Now let us follow the consequences of the alert and the interventions. If it is true that the interventions will prevent the complications, and the physicians will act on the alert, then patients who were predicted to suffer the complications will not do so. This of course is the desired outcome of the prediction. But if the interventions are effective the predictions will be found to be wrong because the intervention will have worked. Will this result in an ongoing pride of prevention, or will it lead to increasing disbelief in the prediction? This might create a Cryed Wolfism in that you told me that there was a high risk of complications but repeatedly these did not occur. Therefore, I am no longer going to believe in your alerts.

If additional machine learning is then allowed it would now be found that the original predictors did not lead to the predicted complications because those complications were prevented. Thus what the software learned originally is no longer true. As a result, the system would update its learning to not alert on those cases for which the interventions have been successful. But now what happens to the treatment given to those patients? If the physicians are no longer alerted they will presumably stop making the extra effort that the earlier alerts stimulated. Thus patients who previously benefited from the higher interventions triggered by the alert will no longer have that benefit. If the assumption about the effectiveness of the alert holds true, then some patients would now be out of the higher intervention group and they may therefore suffer the consequences of the complications that higher intervention would have prevented. Note here that if there were only the A and B versions of the software, version A would trigger complication preventing interventions while version B does not. Thus the “upgrade” from A to B would increase the risk for some patients while possibly decreasing the risk for others.

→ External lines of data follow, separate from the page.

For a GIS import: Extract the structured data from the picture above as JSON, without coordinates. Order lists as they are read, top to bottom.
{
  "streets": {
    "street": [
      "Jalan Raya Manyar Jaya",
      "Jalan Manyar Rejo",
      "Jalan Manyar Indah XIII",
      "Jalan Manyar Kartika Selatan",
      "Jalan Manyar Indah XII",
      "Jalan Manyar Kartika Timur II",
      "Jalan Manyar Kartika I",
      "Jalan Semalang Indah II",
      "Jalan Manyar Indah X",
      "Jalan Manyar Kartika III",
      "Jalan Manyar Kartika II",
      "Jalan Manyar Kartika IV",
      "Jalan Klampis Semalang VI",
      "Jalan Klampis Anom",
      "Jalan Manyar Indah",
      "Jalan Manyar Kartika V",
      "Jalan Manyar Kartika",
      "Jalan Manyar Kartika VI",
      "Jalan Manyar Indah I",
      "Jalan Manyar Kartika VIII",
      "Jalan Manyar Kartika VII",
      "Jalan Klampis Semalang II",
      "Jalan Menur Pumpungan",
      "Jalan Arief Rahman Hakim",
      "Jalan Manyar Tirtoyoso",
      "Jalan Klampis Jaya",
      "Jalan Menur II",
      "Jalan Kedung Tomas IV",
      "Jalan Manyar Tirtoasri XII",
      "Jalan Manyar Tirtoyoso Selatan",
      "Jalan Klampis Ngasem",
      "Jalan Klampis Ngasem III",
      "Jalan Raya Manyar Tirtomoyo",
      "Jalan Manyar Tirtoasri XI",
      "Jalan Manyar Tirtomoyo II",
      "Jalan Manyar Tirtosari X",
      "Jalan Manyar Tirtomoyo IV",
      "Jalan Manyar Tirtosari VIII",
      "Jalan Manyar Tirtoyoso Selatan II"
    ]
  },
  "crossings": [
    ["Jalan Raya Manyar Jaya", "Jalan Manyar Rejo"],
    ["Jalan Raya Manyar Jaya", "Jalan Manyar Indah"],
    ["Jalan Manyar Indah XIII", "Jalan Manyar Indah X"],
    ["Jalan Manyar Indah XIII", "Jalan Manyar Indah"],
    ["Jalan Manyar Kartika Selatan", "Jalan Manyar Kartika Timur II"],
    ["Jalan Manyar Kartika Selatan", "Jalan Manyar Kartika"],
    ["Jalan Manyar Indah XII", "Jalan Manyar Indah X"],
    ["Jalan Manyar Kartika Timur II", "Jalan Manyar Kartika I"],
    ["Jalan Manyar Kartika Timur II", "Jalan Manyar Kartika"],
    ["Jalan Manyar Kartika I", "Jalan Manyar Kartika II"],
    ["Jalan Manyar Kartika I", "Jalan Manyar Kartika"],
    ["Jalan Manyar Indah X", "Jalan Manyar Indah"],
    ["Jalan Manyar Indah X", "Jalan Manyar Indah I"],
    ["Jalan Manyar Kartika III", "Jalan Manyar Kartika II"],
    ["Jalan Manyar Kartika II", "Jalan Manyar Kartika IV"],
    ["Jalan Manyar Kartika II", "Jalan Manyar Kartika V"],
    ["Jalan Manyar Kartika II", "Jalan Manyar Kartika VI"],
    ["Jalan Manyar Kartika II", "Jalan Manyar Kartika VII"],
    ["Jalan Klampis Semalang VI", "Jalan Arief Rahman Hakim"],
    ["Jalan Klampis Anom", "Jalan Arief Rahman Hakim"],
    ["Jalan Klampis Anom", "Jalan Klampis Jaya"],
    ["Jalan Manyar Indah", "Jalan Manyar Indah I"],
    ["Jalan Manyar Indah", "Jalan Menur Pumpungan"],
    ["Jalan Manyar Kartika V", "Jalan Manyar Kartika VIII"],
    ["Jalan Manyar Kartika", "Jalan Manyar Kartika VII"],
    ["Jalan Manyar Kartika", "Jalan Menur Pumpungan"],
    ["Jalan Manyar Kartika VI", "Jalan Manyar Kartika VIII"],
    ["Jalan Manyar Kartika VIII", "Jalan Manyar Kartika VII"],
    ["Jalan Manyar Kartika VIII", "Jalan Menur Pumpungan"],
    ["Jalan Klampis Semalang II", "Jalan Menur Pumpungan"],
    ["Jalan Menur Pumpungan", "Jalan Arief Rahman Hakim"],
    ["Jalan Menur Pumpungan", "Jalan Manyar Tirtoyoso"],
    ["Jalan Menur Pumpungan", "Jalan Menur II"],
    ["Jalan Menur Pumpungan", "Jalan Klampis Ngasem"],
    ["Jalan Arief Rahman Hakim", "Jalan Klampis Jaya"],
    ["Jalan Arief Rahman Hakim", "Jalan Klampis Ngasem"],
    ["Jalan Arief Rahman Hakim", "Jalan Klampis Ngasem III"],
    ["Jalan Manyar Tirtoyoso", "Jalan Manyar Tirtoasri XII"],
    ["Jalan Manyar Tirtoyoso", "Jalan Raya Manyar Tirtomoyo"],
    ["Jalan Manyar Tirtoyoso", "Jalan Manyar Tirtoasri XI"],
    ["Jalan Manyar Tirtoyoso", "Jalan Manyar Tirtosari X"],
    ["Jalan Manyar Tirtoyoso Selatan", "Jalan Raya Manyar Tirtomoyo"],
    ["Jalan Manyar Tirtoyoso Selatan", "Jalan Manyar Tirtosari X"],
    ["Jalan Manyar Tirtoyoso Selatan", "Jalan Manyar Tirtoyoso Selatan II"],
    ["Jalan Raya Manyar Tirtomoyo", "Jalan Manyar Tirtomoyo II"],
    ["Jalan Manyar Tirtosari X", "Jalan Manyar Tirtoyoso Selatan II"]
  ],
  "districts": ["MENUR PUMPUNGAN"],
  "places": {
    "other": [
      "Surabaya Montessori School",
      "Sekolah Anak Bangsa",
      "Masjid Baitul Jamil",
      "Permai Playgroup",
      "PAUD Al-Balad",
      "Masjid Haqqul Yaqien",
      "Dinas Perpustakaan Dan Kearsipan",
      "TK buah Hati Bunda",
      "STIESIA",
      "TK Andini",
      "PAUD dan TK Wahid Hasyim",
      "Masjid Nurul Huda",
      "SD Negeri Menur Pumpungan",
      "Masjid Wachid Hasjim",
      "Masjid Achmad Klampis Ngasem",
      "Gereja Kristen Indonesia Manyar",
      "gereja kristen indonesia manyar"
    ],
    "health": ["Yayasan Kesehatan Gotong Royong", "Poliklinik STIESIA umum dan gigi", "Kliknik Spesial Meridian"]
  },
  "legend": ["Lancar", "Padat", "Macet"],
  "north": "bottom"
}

After some period of time if another round of learning occurred then the patients that went on to complications without the alert of version B would now be captured and they would be returned to alert status, and their complication rate would then be again reduced because of the resultant interventions. This appears to be a cyclical process in which patients are moved into and out of the alert group based on the results of alerts previously given or not given. The underlying problem here is that machined learned predictive pattern recognition is not based on a fundamental understanding of the risk conditions but is instead based on prior input data sets and outcomes. This is curve fitting rather than medical science.